BOLLING: Or she can auction it off and maybe the proceeds go to bullies -- victims of bullies.

Or the third one, donate it to the Clinton Library. There's plenty of room there.

TANTAROS: Bullies, Bill Clinton is the biggest bully of them all, if you read Ken Starr's report.

PERINO: You know that the video of President Clinton in the Roosevelt Room when he said, "I did not have sexual relations with that woman," it's still shocking. It's actually still shocking to watch it. For me, I just think -- I cannot believe that actually happened.

TANTAROS: And reading the report of what actually happened, the blue dress was the least of it.

BOLLING: That's true.

TANTAROS: Maybe that's why she didn't -- maybe that's why psychology, Greg, instead of sex ed. She has the other one covered.

WILLIAMS: Wow, you guys are tough.

(CROSSTALK)

TANTAROS: It was the least of it.

WILLIAMS: And he wants put it in the Smithsonian?

TANTAROS: I'll send you a copy of the Kenneth Starr report.

WILLIAMS: How about the porn museum in Las Vegas?

TANTAROS: Coming up, a former actress filmed her own abortion so other woman won't afraid to have one. She thought it was, quote, "cool." The author of "Not Cool" has the details on that disturbing story, up next.

(COMMERCIAL BREAK)

GUTFELD: Here's a heartwarming tale. An abortion counselor filmed her own abortion, describing it as birth-like.

(BEGIN VIDEO CLIP)

UNIDENTIFIED FEMALE: I found out that I am pregnant. Hey, I'm pregnant.

I'm pretty early. I'm not ready to have children.

Yes, I'm really having an abortion tomorrow morning.

I just want to share my story to show women that there is a thing as a positive abortion story. (INAUDIBLE) I got lots of work.

I don't feel like a bad person. I don't feel sad. I feel in awe of the fact that I can make a baby. I can make a life.

(END VIDEO CLIP)

GUTFELD: Yes, and you can take one.

In the inevitable glowing "Cosmopolitan" article, she describes herself as a depressed actress, who became obsessed with birth and then abortion, so she became an abortion counselor.

But because birth control pills may cause weigh gain and depression, she skipped all of that and when she got pregnant, she decides quickly to get an abortion because there's no weight gain from that birth control, only weight loss.

So, what a coincidence? An actress obsessed with her own importance embraces abortion as an issue, gets pregnant and films her abortion and an article from "Cosmopolitan" is born. Talked about planned un-parenthood, was this stunt nursed from the beginning? Does it matter? It's just matter.

It makes you wonder if "Cosmo" would devote this much space if a woman choosing to have a child despite the inconvenience. Instead, they run a piece on horror stories when encountering pro-lifers.

See, the real villain here is the magazine who took advantage of someone who clearly needs help.
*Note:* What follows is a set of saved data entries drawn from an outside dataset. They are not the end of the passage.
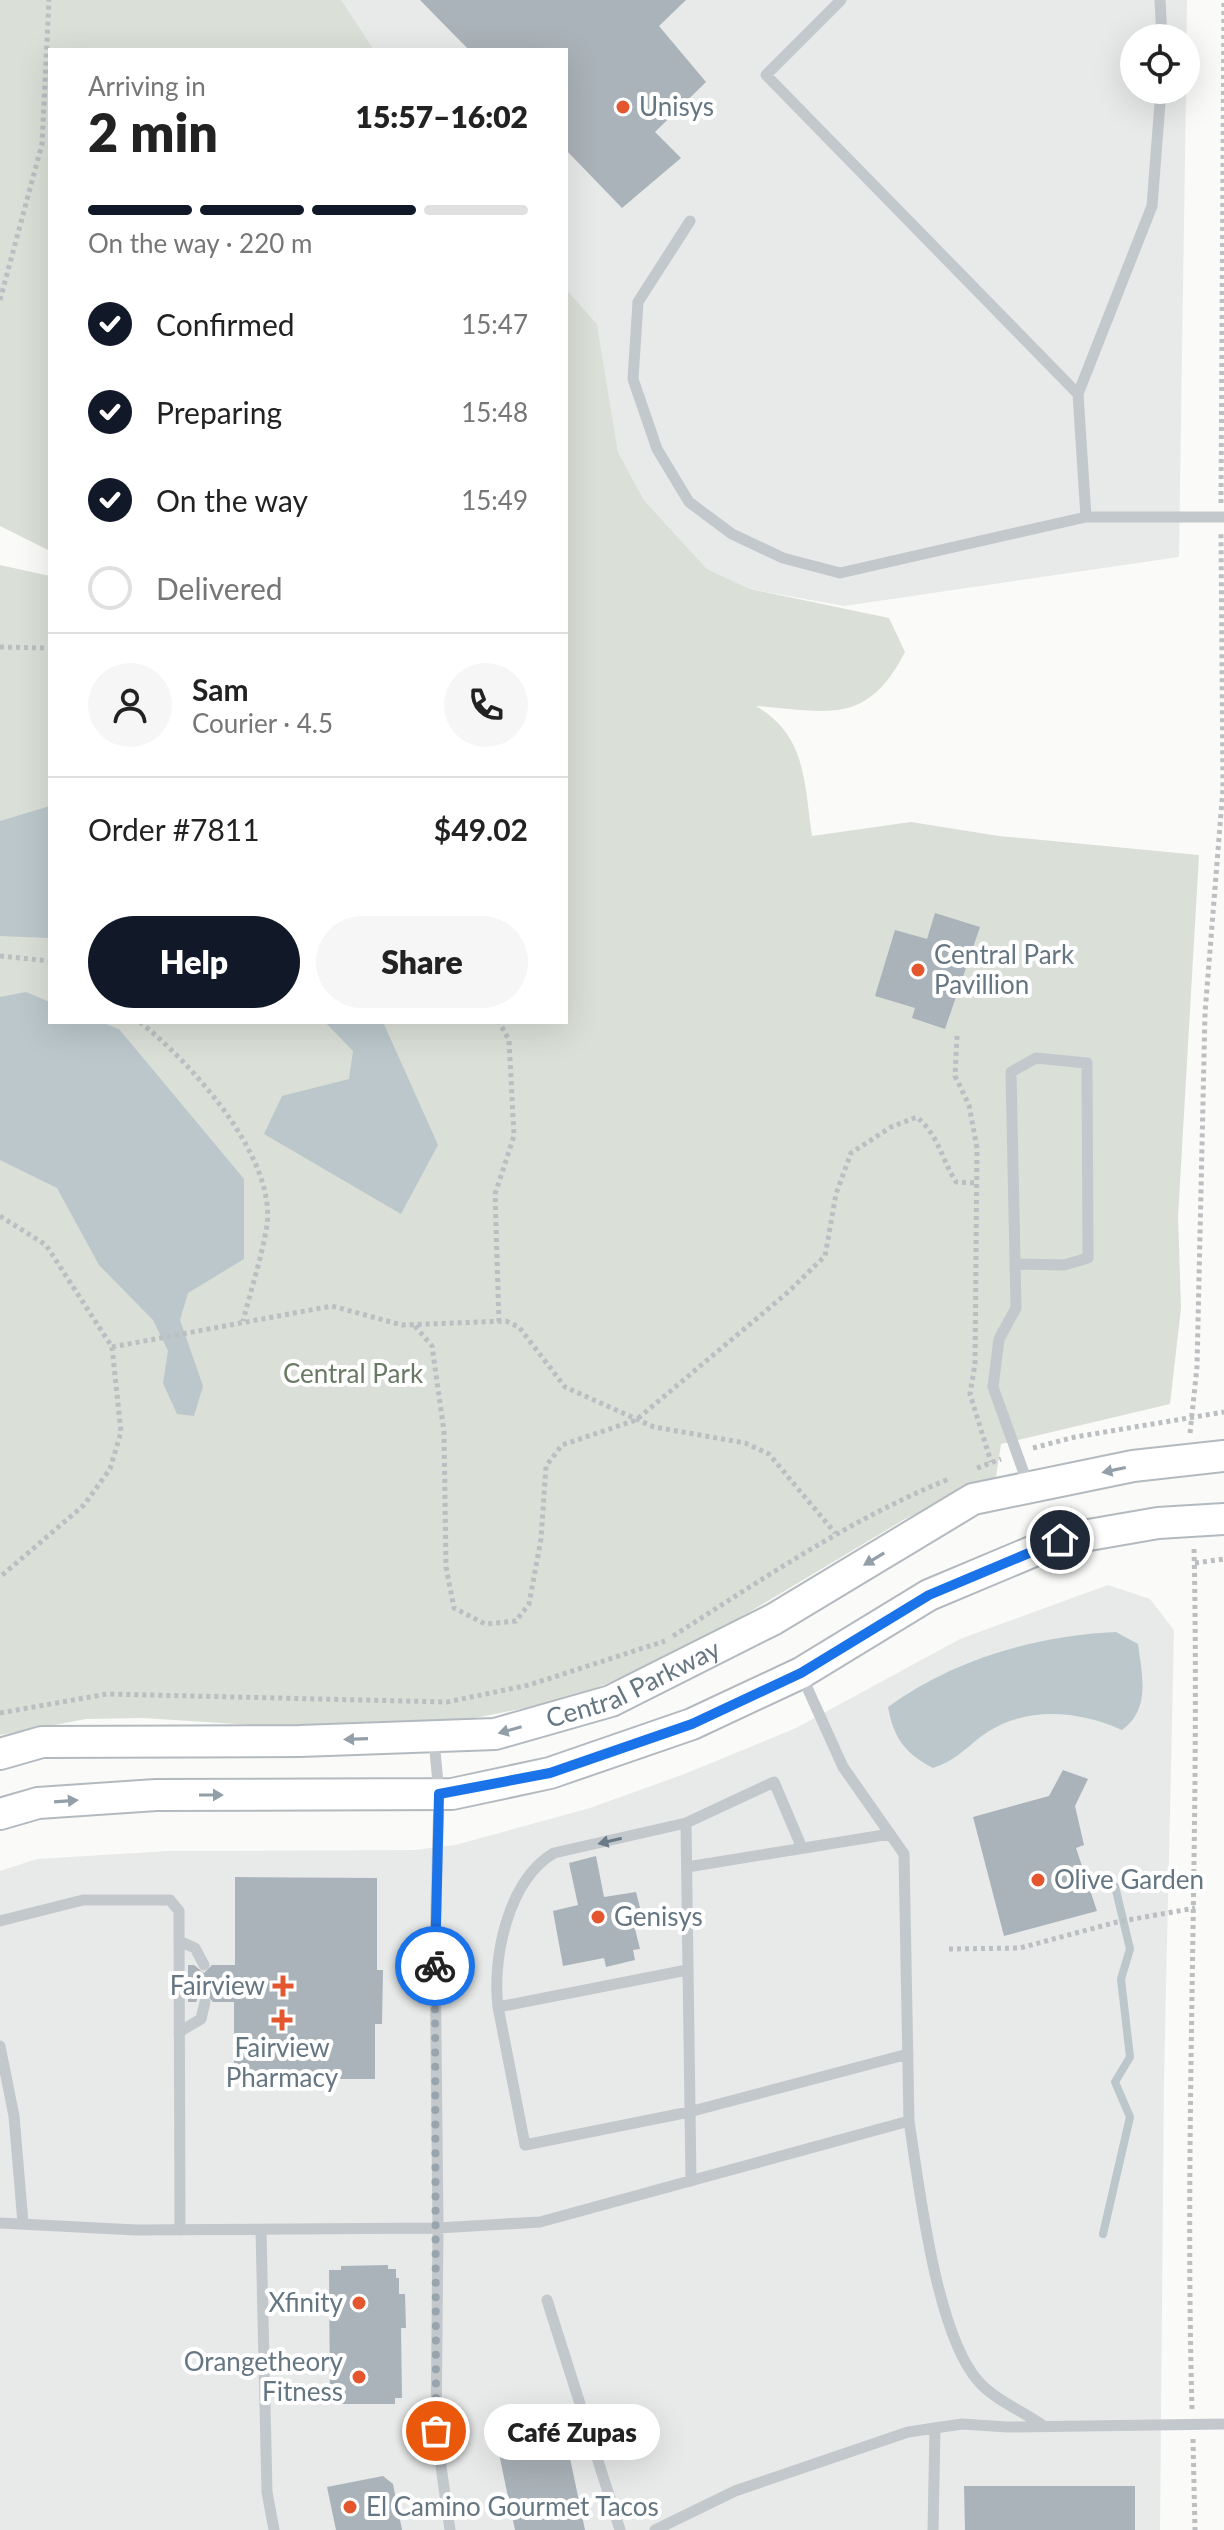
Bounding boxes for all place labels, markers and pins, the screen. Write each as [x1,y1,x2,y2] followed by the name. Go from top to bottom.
[639,90,714,122] place label: Unisys
[614,98,632,116] marker: Unisys
[934,938,1075,1000] place label: Central Park Pavillion
[909,961,927,979] marker: Central Park Pavillion
[1026,1506,1094,1574] pin
[1054,1863,1204,1895] place label: Olive Garden
[1029,1871,1047,1889] marker: Olive Garden
[614,1900,703,1932] place label: Genisys
[589,1908,607,1926] marker: Genisys
[170,1969,265,2001] place label: Fairview
[272,1975,294,1997] marker: Fairview
[273,2011,291,2029] marker: Fairview Pharmacy
[226,2031,339,2093] place label: Fairview Pharmacy
[269,2286,344,2318] place label: Xfinity
[350,2294,368,2312] marker: Xfinity
[184,2345,344,2407] place label: Orangetheory Fitness
[350,2368,368,2386] marker: Orangetheory Fitness
[402,2397,470,2465] pin
[484,2403,660,2459] callout: Café Zupas
[366,2490,659,2522] place label: El Camino Gourmet Tacos
[341,2498,359,2516] marker: El Camino Gourmet Tacos

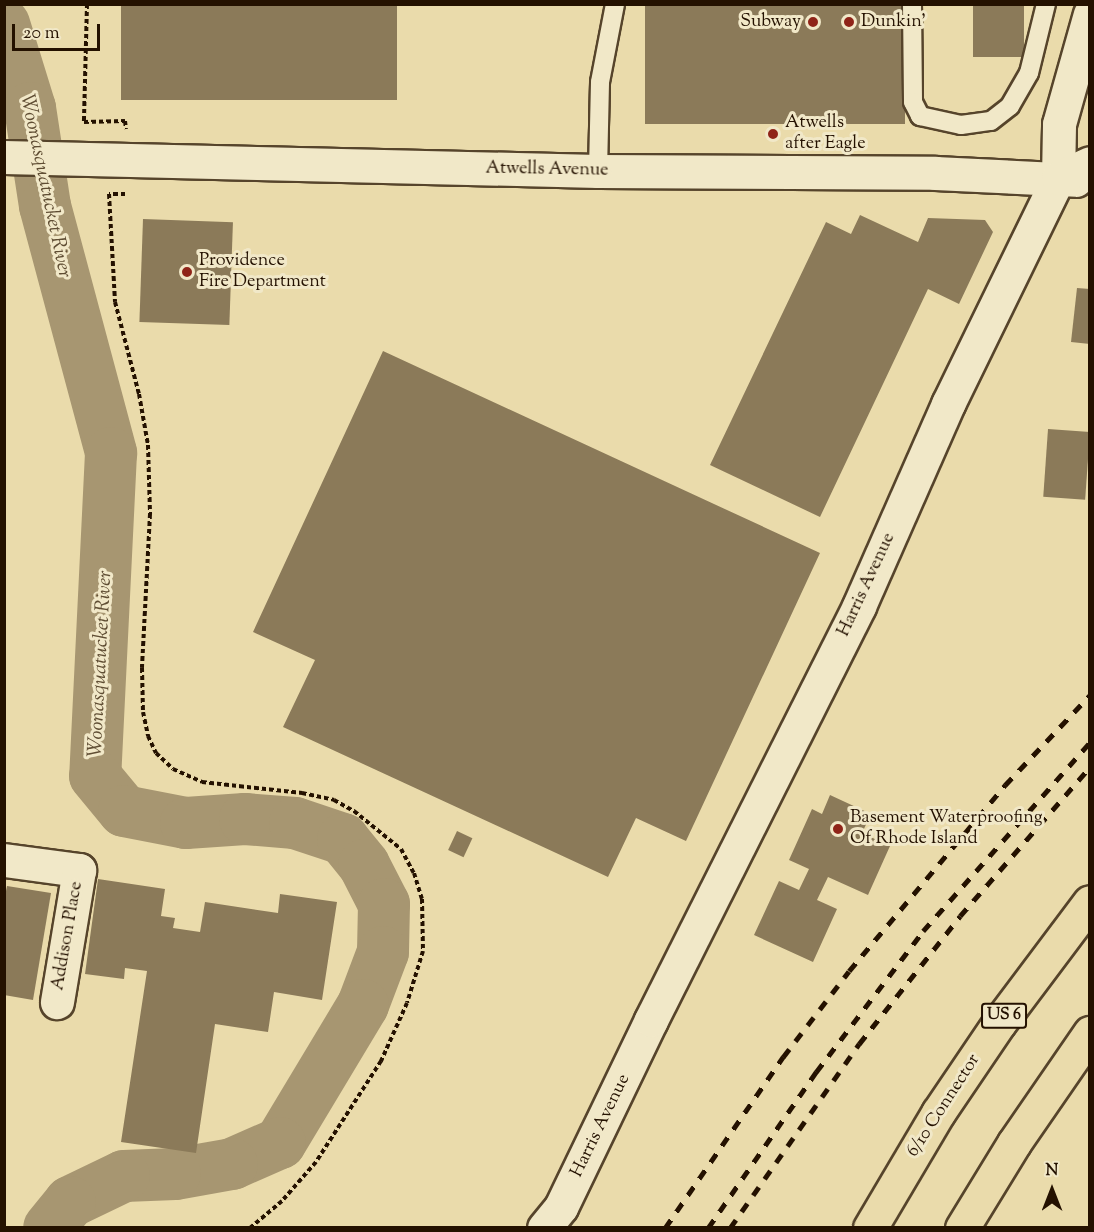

To film the abortion became her therapy and the fetus a prop for a column. Who knows? Maybe the article will win an award. You can put it next to the sonogram to remind her it was worth it.

She -- the lesson she learned from the abortion, Andrea, is that she can make life. Isn't that amazing?

TANTAROS: Yes. Isn't that a good lesson?

I agree with you. She's deeply disturbed. This is a woman who admits that she was severely depressed and was competitive and jealous of other women before she applied to be this counselor, which makes me wonder, did the Cherry Hill Women Center ever think of a psychological exam. So, you have a woman who is depressed, who doesn't like other woman, who's against birth control as a birth control counselor, what could go wrong?

GUTFELD: Yes.

TANTAROS: It's positively disgusting. If you read even further down, Greg, she doesn't even seem to care about the death of this child. She's just so amazed with herself. She's so impressed that she was able to go through this and film this and create this baby that she doesn't even care and she never took the pill and she just says, I know it's kind of embarrassing but oops, with clear disregard for human life.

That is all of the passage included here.